(Beginning of Available data)
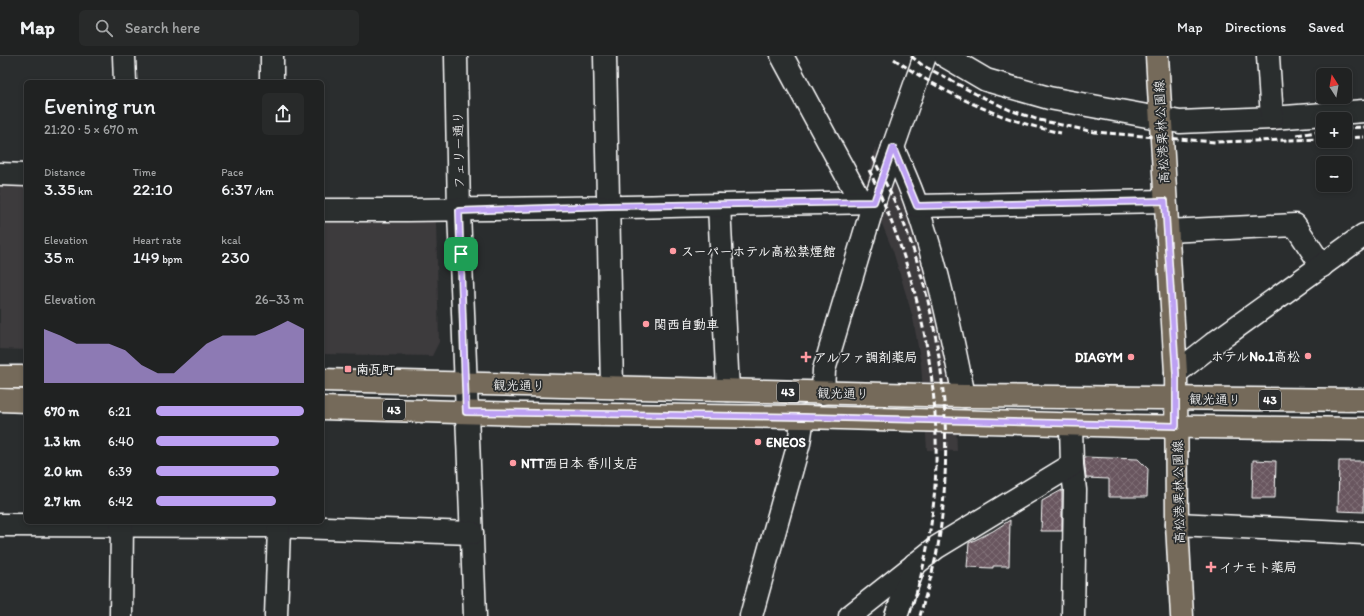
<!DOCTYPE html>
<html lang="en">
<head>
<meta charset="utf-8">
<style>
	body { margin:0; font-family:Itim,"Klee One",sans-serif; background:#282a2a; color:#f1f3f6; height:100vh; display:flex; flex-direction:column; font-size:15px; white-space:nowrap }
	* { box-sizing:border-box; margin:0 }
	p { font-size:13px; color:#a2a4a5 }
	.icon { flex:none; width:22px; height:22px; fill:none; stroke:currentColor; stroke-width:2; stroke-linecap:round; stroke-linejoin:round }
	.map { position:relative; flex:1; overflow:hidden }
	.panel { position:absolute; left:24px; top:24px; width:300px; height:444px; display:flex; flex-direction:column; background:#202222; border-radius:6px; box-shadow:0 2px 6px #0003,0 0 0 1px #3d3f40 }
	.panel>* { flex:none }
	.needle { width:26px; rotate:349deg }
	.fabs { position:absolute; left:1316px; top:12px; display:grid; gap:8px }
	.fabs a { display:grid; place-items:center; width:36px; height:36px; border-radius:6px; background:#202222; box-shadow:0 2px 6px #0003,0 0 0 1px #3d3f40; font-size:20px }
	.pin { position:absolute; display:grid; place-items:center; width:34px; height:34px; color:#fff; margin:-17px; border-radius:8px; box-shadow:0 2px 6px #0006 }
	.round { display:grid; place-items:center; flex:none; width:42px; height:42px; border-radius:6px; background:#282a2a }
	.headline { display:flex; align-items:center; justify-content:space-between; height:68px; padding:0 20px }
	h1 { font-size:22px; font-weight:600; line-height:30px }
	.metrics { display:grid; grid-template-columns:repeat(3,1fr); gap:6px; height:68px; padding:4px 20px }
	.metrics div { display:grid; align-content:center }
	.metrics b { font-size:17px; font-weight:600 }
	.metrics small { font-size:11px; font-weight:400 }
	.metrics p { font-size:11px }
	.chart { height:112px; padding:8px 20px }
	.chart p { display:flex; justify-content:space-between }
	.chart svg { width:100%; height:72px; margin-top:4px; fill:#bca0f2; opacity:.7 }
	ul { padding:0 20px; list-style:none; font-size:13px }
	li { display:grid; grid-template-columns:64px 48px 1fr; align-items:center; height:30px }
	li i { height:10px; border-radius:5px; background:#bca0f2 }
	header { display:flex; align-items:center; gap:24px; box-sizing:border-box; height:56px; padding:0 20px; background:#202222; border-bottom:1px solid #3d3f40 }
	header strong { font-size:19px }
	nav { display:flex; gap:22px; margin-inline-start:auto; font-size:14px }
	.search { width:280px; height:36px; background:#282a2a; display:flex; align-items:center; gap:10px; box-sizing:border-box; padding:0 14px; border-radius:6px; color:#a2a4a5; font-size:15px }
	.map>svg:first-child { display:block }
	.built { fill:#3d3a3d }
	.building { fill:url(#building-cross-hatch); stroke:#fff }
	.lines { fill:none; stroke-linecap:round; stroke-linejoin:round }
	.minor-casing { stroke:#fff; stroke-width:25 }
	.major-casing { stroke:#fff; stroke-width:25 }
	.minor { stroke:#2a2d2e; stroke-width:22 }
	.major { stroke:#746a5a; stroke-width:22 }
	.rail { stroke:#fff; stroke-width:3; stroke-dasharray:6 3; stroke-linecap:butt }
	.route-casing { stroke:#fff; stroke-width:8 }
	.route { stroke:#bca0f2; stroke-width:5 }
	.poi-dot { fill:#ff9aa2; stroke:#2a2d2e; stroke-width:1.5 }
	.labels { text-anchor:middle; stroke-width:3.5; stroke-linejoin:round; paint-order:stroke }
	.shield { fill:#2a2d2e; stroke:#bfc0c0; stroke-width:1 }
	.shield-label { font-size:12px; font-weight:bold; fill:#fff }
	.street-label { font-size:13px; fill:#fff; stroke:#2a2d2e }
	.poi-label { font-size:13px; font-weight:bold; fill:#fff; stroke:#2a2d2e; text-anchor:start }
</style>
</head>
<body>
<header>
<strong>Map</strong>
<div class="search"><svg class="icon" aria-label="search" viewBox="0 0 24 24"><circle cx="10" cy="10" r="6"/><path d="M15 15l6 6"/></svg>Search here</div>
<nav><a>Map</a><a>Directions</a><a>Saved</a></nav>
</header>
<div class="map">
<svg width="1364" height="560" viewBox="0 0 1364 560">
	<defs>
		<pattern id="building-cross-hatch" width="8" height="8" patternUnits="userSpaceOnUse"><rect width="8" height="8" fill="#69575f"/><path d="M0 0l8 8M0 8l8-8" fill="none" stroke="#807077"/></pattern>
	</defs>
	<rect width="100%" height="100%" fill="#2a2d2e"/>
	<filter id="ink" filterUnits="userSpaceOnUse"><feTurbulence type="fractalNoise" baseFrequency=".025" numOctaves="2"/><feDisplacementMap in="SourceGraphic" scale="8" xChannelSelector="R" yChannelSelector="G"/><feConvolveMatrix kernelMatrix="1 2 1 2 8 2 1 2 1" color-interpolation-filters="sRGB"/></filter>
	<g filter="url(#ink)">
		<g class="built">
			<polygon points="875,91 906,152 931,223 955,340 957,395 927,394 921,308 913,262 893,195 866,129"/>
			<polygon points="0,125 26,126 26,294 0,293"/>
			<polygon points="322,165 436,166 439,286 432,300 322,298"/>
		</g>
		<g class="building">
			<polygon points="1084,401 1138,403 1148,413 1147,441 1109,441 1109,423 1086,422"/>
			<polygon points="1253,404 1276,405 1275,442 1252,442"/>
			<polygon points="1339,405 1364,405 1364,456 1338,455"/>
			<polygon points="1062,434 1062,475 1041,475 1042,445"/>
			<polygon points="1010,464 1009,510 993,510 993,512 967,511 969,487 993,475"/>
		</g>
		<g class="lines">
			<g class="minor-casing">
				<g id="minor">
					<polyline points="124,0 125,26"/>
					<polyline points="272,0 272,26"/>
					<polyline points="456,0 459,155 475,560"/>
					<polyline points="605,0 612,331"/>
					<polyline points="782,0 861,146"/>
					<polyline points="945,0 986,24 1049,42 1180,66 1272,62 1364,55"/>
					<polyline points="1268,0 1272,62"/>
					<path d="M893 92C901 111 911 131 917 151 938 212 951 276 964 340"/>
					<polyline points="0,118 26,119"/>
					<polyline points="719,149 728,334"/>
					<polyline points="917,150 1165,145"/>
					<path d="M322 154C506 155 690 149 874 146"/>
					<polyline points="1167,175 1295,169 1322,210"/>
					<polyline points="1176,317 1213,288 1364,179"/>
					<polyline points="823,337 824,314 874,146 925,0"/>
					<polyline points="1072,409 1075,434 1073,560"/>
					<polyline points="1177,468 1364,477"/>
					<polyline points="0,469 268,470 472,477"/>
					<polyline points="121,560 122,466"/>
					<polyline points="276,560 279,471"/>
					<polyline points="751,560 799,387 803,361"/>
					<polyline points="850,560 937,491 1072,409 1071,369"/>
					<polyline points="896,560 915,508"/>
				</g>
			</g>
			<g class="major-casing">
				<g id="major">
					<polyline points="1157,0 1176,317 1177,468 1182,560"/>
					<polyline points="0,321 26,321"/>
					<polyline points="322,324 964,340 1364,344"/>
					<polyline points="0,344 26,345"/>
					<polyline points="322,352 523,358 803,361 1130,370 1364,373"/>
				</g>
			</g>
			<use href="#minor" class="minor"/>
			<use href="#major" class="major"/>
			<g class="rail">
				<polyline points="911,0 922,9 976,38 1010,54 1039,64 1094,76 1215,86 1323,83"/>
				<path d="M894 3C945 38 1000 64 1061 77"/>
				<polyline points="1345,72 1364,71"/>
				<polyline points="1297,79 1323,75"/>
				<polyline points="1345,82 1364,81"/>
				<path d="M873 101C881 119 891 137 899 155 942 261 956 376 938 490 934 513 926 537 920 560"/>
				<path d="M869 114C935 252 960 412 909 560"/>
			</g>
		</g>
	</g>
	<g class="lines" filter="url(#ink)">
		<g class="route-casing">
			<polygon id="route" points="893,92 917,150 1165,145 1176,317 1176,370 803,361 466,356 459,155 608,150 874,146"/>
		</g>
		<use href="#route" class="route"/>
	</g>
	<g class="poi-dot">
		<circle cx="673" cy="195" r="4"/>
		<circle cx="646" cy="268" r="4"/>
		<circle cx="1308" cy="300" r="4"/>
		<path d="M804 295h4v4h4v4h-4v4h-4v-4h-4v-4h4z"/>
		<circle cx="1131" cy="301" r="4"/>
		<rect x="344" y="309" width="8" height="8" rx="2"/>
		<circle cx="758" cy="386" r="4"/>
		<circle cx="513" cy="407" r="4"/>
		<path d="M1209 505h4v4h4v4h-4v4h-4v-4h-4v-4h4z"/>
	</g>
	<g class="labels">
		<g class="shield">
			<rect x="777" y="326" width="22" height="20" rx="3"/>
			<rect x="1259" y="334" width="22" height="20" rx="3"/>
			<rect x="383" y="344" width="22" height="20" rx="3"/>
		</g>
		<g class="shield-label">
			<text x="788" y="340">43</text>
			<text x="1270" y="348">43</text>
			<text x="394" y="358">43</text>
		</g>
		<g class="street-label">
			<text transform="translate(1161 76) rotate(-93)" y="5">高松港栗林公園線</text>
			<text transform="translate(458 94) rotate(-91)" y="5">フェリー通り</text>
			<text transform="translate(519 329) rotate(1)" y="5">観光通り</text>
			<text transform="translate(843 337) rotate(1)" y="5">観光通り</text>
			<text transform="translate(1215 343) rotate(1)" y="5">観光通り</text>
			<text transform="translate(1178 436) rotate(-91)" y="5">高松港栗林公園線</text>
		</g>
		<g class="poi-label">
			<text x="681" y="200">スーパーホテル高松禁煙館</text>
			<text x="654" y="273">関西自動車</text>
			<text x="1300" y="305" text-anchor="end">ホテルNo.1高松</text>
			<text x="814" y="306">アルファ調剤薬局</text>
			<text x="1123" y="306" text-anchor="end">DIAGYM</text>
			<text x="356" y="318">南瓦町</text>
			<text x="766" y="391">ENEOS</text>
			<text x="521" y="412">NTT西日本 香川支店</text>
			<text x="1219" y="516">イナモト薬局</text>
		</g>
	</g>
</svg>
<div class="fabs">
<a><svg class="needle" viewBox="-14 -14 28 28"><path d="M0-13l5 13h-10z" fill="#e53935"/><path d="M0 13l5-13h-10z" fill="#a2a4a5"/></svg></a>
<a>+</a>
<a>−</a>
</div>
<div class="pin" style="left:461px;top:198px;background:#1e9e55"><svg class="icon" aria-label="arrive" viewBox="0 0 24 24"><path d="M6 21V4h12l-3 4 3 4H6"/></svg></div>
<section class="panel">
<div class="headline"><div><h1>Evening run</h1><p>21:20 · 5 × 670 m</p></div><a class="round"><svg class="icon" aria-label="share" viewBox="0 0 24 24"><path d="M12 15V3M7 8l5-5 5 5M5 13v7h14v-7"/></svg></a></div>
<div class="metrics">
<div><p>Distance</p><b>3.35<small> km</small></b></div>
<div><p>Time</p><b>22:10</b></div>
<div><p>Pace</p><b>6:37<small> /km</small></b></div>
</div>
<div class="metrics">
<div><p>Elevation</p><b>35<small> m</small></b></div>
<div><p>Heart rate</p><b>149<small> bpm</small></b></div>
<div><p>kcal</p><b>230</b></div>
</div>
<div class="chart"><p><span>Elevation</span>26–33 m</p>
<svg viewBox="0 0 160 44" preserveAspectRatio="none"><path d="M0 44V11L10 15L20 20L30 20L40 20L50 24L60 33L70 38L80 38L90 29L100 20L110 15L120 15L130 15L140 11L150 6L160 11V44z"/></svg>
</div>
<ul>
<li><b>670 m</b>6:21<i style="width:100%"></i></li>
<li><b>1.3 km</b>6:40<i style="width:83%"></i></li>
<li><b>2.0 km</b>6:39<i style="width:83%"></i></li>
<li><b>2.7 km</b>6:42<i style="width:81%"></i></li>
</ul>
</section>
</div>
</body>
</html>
(End of Available data)
**Problem**
Everything above from the line containing "display:flex; align-items:center; justify-content:space-between;" down to the line containing "stroke:#fff; stroke-width:3; stroke-dasharray:6" should be copied exactly, both end lines included, and nothing else.

**Exercise result**
	.headline { display:flex; align-items:center; justify-content:space-between; height:68px; padding:0 20px }
	h1 { font-size:22px; font-weight:600; line-height:30px }
	.metrics { display:grid; grid-template-columns:repeat(3,1fr); gap:6px; height:68px; padding:4px 20px }
	.metrics div { display:grid; align-content:center }
	.metrics b { font-size:17px; font-weight:600 }
	.metrics small { font-size:11px; font-weight:400 }
	.metrics p { font-size:11px }
	.chart { height:112px; padding:8px 20px }
	.chart p { display:flex; justify-content:space-between }
	.chart svg { width:100%; height:72px; margin-top:4px; fill:#bca0f2; opacity:.7 }
	ul { padding:0 20px; list-style:none; font-size:13px }
	li { display:grid; grid-template-columns:64px 48px 1fr; align-items:center; height:30px }
	li i { height:10px; border-radius:5px; background:#bca0f2 }
	header { display:flex; align-items:center; gap:24px; box-sizing:border-box; height:56px; padding:0 20px; background:#202222; border-bottom:1px solid #3d3f40 }
	header strong { font-size:19px }
	nav { display:flex; gap:22px; margin-inline-start:auto; font-size:14px }
	.search { width:280px; height:36px; background:#282a2a; display:flex; align-items:center; gap:10px; box-sizing:border-box; padding:0 14px; border-radius:6px; color:#a2a4a5; font-size:15px }
	.map>svg:first-child { display:block }
	.built { fill:#3d3a3d }
	.building { fill:url(#building-cross-hatch); stroke:#fff }
	.lines { fill:none; stroke-linecap:round; stroke-linejoin:round }
	.minor-casing { stroke:#fff; stroke-width:25 }
	.major-casing { stroke:#fff; stroke-width:25 }
	.minor { stroke:#2a2d2e; stroke-width:22 }
	.major { stroke:#746a5a; stroke-width:22 }
	.rail { stroke:#fff; stroke-width:3; stroke-dasharray:6 3; stroke-linecap:butt }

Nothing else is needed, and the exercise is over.